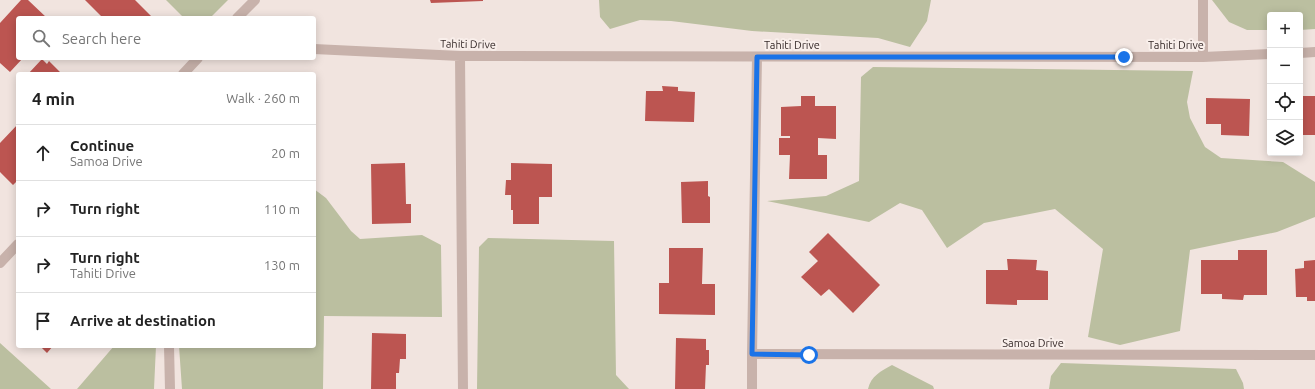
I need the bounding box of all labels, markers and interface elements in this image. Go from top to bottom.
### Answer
map controls [1267,12,1303,156]
button: + [1267,12,1303,48]
search box [16,16,316,60]
icon: search [30,27,52,49]
text: Search here [62,30,141,47]
street label: Tahiti Drive [440,38,496,50]
street label: Tahiti Drive [764,39,820,51]
street label: Tahiti Drive [1148,39,1204,51]
route end [1115,48,1133,66]
button: − [1267,48,1303,84]
button: locate [1267,84,1303,120]
text: 4 min [32,89,75,108]
text: Walk · 260 m [226,91,300,105]
button: layers [1267,120,1303,156]
text: Continue [70,137,134,154]
icon: ahead [32,142,54,164]
text: 20 m [271,146,300,160]
text: Samoa Drive [70,154,143,168]
icon: right [32,198,54,220]
text: Turn right [70,200,140,217]
text: 110 m [264,202,300,216]
text: Turn right [70,249,140,266]
icon: right [32,254,54,276]
text: 130 m [264,258,300,272]
text: Tahiti Drive [70,266,136,280]
icon: arrive [32,310,54,332]
text: Arrive at destination [70,312,216,329]
street label: Samoa Drive [1002,337,1064,349]
route start [800,346,818,364]

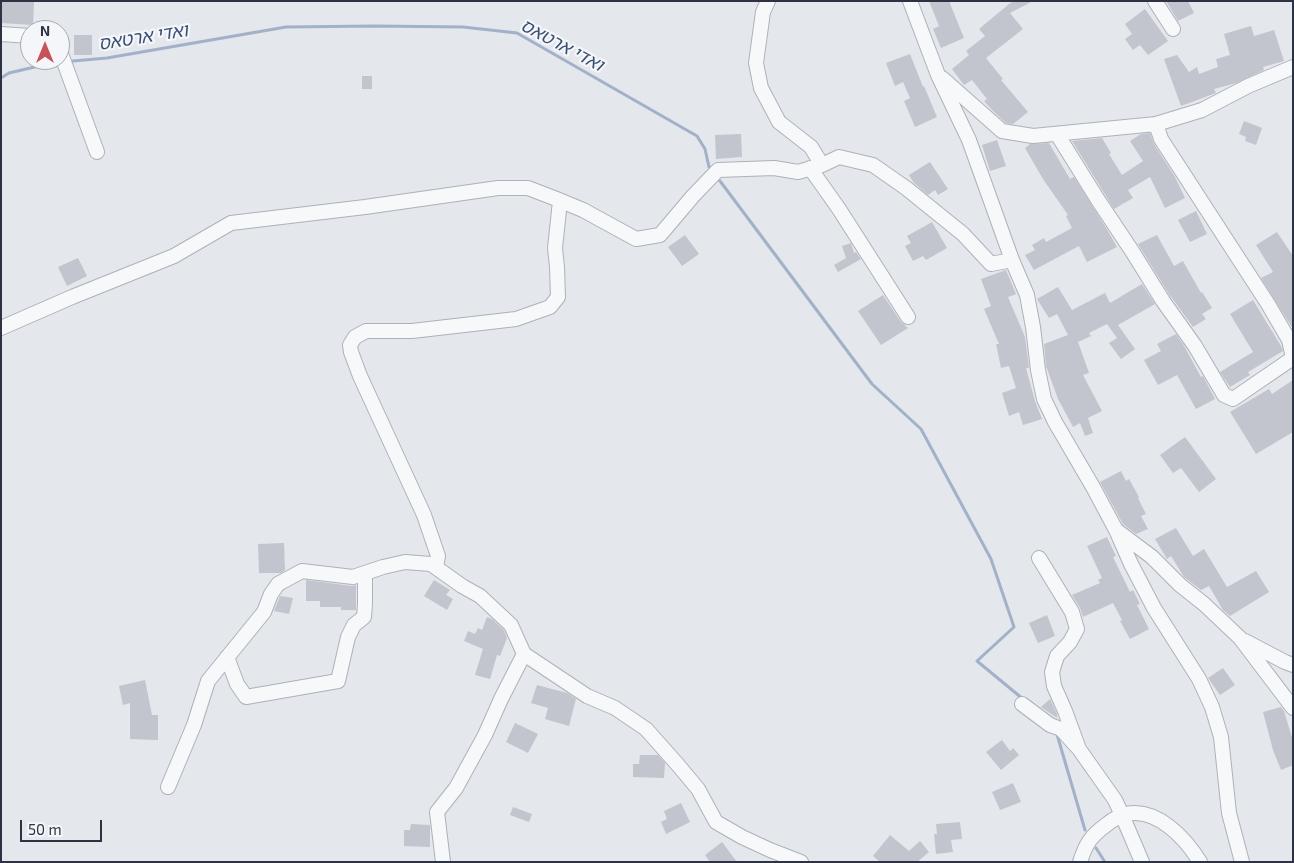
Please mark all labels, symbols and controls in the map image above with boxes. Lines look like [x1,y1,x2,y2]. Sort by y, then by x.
water label: ואדי ארטאס [517,14,607,76]
water label: ואדי ארטאס [97,19,189,55]
north arrow [20,20,70,70]
text: N [40,22,50,39]
scale bar [22,810,105,842]
text: 50 m [28,820,62,838]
------------------------------------------------
## EXERCISE REQUIREMENTS:
Copy exactly, please, the span of lines that begins at the line with "Please mark all" and ends at the last line of the data, both included.

## THE COMPLETED TASK:
Please mark all labels, symbols and controls in the map image above with boxes. Lines look like [x1,y1,x2,y2]. Sort by y, then by x.
water label: ואדי ארטאס [517,14,607,76]
water label: ואדי ארטאס [97,19,189,55]
north arrow [20,20,70,70]
text: N [40,22,50,39]
scale bar [22,810,105,842]
text: 50 m [28,820,62,838]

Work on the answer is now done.